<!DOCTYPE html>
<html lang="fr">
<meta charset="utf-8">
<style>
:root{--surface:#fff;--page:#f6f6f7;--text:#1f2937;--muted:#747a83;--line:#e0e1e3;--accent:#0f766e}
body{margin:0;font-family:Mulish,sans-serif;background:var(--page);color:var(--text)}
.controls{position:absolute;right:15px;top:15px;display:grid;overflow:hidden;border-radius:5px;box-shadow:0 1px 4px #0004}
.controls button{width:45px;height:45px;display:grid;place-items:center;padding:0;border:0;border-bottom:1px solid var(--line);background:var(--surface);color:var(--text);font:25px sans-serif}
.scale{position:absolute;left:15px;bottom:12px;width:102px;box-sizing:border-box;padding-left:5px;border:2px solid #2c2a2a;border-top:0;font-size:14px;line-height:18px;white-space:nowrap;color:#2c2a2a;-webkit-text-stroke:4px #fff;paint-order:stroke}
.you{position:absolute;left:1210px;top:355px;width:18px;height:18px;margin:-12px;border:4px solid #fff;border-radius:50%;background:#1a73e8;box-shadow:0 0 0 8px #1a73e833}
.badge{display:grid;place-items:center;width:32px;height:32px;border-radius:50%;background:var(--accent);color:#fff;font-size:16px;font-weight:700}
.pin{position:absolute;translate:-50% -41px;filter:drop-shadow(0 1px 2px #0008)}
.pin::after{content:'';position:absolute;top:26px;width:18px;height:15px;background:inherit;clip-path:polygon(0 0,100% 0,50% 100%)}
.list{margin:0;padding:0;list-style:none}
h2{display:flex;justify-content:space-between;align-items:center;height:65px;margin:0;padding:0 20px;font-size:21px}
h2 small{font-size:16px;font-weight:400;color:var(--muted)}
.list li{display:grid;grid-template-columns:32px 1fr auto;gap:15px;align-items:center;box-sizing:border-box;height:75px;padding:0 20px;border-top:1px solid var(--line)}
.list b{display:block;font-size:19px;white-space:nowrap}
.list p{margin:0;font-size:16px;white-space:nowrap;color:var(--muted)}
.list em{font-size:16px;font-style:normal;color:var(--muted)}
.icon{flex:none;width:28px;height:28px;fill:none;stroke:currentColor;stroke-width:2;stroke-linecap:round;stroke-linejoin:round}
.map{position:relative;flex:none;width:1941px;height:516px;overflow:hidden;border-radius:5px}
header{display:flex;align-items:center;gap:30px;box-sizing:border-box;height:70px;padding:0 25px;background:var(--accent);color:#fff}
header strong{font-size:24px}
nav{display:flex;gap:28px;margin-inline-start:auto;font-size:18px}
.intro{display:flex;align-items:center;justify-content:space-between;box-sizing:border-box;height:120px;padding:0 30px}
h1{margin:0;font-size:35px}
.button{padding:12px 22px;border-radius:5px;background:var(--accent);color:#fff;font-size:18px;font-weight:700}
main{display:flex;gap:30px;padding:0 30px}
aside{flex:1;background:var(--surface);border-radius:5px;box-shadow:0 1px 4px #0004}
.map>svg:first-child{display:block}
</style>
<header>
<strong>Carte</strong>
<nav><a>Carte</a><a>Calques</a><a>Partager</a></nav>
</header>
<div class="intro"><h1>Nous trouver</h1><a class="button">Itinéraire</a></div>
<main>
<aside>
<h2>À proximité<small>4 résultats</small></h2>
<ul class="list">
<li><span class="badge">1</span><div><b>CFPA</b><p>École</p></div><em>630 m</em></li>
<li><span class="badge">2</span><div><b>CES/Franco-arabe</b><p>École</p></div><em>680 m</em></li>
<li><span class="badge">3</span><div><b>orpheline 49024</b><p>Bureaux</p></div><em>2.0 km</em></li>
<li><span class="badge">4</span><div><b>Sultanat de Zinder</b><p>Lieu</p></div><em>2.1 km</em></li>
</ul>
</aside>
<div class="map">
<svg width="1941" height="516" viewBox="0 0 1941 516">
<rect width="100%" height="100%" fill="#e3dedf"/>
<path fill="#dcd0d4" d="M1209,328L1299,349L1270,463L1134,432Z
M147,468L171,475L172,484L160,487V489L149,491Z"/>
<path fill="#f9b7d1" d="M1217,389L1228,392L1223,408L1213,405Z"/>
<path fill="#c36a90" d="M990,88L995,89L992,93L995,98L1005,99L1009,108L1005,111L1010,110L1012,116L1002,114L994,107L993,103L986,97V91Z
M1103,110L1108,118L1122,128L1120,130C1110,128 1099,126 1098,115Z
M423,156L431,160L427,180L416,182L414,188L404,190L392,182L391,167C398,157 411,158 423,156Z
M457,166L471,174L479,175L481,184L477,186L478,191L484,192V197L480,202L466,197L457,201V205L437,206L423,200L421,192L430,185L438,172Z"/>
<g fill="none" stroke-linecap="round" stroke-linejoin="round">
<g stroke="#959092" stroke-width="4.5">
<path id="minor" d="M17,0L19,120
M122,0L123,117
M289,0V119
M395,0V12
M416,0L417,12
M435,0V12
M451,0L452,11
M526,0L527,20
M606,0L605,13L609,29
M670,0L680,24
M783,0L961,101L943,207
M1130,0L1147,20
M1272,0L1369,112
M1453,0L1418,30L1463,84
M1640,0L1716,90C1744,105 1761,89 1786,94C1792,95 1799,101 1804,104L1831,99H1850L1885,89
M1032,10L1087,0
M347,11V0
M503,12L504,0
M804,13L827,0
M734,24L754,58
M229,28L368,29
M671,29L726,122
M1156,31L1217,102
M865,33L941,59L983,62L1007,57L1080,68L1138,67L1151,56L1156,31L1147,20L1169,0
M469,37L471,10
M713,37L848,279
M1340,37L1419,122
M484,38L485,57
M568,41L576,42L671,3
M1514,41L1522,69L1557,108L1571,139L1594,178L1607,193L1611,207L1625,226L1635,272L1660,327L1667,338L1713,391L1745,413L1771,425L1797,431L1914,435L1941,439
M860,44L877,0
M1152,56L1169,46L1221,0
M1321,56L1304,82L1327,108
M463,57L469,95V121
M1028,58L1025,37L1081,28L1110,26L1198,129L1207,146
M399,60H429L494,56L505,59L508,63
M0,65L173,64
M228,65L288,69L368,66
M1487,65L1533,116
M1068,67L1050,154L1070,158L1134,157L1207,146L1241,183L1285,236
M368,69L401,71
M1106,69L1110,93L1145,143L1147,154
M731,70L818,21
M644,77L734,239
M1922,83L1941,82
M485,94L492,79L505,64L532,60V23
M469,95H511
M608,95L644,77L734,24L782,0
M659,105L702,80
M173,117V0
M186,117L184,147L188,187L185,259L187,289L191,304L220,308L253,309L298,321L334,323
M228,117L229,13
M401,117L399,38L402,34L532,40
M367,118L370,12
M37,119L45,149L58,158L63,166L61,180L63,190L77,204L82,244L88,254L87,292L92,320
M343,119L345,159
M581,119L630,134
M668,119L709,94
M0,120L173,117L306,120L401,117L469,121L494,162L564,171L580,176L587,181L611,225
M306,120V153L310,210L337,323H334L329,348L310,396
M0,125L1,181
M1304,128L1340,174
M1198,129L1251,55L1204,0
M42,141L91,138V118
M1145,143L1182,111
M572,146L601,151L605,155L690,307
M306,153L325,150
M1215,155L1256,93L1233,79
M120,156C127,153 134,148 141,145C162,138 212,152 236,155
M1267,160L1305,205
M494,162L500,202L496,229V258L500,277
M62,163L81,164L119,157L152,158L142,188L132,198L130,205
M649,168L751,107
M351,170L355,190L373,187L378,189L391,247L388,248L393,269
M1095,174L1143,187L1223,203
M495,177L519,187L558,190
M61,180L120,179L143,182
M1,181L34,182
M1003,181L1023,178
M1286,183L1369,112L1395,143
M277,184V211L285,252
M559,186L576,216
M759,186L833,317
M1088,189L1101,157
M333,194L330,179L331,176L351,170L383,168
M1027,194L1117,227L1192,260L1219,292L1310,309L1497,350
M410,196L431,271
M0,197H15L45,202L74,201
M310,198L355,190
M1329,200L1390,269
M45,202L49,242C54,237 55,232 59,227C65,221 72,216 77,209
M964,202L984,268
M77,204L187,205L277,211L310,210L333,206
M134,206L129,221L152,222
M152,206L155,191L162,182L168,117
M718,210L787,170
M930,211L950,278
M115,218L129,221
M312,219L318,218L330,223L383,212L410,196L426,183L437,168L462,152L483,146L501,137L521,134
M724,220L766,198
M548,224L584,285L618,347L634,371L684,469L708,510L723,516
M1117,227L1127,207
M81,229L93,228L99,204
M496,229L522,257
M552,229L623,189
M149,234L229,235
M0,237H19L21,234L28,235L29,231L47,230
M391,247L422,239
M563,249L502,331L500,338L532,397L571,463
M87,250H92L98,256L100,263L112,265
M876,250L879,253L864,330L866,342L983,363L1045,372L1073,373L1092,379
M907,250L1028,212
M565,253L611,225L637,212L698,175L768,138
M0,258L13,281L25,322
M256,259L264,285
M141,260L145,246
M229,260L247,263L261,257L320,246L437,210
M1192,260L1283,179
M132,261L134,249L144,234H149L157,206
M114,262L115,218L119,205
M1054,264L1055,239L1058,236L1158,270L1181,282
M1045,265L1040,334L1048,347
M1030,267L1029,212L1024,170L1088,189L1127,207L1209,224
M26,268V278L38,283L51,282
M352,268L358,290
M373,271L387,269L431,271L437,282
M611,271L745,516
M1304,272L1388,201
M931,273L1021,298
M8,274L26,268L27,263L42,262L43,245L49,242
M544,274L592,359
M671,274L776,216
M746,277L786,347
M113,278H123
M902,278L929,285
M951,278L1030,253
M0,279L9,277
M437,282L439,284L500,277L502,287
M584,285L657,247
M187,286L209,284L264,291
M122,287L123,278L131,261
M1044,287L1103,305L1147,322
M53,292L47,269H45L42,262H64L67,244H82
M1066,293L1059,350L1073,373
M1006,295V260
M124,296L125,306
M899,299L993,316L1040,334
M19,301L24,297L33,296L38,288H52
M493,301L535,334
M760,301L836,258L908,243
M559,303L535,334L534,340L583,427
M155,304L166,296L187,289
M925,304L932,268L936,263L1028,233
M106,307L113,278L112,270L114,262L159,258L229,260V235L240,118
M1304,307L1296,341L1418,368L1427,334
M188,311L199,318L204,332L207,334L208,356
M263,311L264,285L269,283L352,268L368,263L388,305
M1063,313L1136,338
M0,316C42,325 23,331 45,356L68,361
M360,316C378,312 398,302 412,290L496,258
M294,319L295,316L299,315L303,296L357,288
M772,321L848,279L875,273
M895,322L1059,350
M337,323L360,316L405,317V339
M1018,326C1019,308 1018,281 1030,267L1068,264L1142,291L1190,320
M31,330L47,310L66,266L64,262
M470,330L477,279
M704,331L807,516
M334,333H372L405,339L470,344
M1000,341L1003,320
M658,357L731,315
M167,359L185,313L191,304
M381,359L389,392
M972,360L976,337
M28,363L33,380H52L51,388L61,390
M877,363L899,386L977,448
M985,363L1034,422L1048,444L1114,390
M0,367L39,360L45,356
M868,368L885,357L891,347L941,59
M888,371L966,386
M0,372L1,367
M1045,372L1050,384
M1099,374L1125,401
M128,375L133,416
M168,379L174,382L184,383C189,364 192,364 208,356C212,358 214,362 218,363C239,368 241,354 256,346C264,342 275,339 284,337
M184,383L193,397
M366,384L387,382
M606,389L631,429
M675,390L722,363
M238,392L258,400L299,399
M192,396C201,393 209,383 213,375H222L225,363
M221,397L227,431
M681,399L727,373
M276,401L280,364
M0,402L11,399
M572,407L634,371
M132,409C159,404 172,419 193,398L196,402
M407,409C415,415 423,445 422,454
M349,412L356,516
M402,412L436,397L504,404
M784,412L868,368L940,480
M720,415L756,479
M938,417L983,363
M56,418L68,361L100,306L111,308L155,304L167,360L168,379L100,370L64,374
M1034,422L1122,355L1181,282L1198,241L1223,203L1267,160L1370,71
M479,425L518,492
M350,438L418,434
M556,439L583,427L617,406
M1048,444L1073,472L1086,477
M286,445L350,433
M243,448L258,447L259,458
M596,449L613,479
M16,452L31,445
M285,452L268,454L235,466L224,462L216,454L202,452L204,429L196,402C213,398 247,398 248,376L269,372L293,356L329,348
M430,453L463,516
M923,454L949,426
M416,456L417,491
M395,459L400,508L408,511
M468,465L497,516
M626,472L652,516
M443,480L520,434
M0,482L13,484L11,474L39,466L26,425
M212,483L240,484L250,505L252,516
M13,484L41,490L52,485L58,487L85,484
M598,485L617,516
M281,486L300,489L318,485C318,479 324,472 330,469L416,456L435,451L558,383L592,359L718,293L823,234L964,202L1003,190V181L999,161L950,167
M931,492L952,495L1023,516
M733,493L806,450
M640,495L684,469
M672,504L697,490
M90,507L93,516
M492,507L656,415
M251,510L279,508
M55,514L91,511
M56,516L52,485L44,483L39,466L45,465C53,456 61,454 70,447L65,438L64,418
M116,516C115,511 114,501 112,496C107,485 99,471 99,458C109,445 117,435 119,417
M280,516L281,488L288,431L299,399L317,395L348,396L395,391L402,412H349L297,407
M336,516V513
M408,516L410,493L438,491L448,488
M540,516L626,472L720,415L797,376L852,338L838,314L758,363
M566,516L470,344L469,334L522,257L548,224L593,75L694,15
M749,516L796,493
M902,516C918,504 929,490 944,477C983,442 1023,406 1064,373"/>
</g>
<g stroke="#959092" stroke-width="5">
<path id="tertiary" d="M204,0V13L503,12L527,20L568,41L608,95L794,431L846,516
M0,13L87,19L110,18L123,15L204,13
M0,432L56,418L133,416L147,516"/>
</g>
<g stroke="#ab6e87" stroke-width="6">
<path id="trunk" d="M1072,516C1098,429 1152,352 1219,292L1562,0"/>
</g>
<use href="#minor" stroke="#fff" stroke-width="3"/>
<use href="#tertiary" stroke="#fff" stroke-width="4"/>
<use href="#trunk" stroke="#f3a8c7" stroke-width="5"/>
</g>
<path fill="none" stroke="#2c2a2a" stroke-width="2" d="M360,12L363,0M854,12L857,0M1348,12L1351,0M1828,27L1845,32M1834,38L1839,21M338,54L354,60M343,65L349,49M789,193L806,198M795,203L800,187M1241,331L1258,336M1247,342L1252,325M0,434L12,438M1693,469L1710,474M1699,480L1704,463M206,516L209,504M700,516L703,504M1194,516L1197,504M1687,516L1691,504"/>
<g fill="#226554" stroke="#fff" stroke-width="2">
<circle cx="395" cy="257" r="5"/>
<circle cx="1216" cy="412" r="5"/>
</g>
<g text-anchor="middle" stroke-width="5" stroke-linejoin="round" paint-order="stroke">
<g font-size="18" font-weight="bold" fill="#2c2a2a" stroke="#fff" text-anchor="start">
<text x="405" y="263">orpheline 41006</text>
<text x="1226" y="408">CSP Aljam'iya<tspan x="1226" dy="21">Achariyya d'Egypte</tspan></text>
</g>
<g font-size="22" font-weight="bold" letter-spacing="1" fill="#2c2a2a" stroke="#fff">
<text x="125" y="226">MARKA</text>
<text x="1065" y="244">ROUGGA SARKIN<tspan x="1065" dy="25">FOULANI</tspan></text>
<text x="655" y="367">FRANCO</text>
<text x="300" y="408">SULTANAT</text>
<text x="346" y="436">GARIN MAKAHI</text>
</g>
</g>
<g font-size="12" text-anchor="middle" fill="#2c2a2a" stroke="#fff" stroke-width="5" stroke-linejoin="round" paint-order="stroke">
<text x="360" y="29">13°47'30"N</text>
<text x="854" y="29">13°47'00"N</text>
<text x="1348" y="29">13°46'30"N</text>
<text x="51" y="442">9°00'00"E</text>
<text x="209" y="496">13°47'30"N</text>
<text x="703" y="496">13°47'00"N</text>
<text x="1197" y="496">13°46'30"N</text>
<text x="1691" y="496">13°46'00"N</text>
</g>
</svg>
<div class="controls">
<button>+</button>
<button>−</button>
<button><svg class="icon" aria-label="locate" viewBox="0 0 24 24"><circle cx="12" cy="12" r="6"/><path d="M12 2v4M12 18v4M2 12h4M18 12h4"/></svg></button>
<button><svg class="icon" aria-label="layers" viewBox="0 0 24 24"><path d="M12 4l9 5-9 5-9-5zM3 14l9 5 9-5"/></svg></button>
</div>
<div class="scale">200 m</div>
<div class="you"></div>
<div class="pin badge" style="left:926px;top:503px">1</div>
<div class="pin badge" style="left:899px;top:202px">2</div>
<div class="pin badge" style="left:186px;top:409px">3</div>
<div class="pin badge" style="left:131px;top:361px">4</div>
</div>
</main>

+-------+

For this exercise, gather every line of the data that contains the word "sans".

Output below:
body{margin:0;font-family:Mulish,sans-serif;background:var(--page);color:var(--text)}
.controls button{width:45px;height:45px;display:grid;place-items:center;padding:0;border:0;border-bottom:1px solid var(--line);background:var(--surface);color:var(--text);font:25px sans-serif}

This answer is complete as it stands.